## Problem requirements:
Repeat the data below in full and exactly.

··· Provided entries ···

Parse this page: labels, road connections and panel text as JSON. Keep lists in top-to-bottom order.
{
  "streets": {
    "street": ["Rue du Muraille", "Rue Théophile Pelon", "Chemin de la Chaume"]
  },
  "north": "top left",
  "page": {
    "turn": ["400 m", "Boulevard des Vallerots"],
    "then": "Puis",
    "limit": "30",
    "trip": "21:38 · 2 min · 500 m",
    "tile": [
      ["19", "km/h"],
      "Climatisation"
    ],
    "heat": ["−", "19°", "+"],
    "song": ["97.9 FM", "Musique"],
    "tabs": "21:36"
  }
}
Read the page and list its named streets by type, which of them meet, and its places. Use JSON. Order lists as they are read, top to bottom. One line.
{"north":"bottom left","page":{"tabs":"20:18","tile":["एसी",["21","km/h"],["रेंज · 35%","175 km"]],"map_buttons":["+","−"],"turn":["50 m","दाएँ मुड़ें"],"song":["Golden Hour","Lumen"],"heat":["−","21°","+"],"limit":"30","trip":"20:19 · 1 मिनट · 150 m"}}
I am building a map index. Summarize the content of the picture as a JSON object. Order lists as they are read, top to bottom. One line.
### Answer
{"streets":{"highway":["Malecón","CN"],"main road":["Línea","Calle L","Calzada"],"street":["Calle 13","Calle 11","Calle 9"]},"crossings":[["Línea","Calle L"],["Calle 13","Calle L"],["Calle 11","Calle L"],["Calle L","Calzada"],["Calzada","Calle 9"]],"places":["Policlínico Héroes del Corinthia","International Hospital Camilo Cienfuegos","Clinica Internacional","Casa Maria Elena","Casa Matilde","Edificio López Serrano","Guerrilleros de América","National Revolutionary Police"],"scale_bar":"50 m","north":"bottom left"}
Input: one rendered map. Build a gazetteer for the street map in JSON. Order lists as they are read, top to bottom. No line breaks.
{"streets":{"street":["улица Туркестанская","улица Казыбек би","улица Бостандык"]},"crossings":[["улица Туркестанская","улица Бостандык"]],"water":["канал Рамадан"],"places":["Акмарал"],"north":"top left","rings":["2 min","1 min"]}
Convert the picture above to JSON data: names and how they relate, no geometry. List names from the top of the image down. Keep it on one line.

···

## Reply to the task:
Parse this page: labels, road connections and panel text as JSON. Keep lists in top-to-bottom order.
{
  "streets": {
    "street": ["Rue du Muraille", "Rue Théophile Pelon", "Chemin de la Chaume"]
  },
  "north": "top left",
  "page": {
    "turn": ["400 m", "Boulevard des Vallerots"],
    "then": "Puis",
    "limit": "30",
    "trip": "21:38 · 2 min · 500 m",
    "tile": [
      ["19", "km/h"],
      "Climatisation"
    ],
    "heat": ["−", "19°", "+"],
    "song": ["97.9 FM", "Musique"],
    "tabs": "21:36"
  }
}
Read the page and list its named streets by type, which of them meet, and its places. Use JSON. Order lists as they are read, top to bottom. One line.
{"north":"bottom left","page":{"tabs":"20:18","tile":["एसी",["21","km/h"],["रेंज · 35%","175 km"]],"map_buttons":["+","−"],"turn":["50 m","दाएँ मुड़ें"],"song":["Golden Hour","Lumen"],"heat":["−","21°","+"],"limit":"30","trip":"20:19 · 1 मिनट · 150 m"}}
I am building a map index. Summarize the content of the picture as a JSON object. Order lists as they are read, top to bottom. One line.
### Answer
{"streets":{"highway":["Malecón","CN"],"main road":["Línea","Calle L","Calzada"],"street":["Calle 13","Calle 11","Calle 9"]},"crossings":[["Línea","Calle L"],["Calle 13","Calle L"],["Calle 11","Calle L"],["Calle L","Calzada"],["Calzada","Calle 9"]],"places":["Policlínico Héroes del Corinthia","International Hospital Camilo Cienfuegos","Clinica Internacional","Casa Maria Elena","Casa Matilde","Edificio López Serrano","Guerrilleros de América","National Revolutionary Police"],"scale_bar":"50 m","north":"bottom left"}
Input: one rendered map. Build a gazetteer for the street map in JSON. Order lists as they are read, top to bottom. No line breaks.
{"streets":{"street":["улица Туркестанская","улица Казыбек би","улица Бостандык"]},"crossings":[["улица Туркестанская","улица Бостандык"]],"water":["канал Рамадан"],"places":["Акмарал"],"north":"top left","rings":["2 min","1 min"]}
Convert the picture above to JSON data: names and how they relate, no geometry. List names from the top of the image down. Keep it on one line.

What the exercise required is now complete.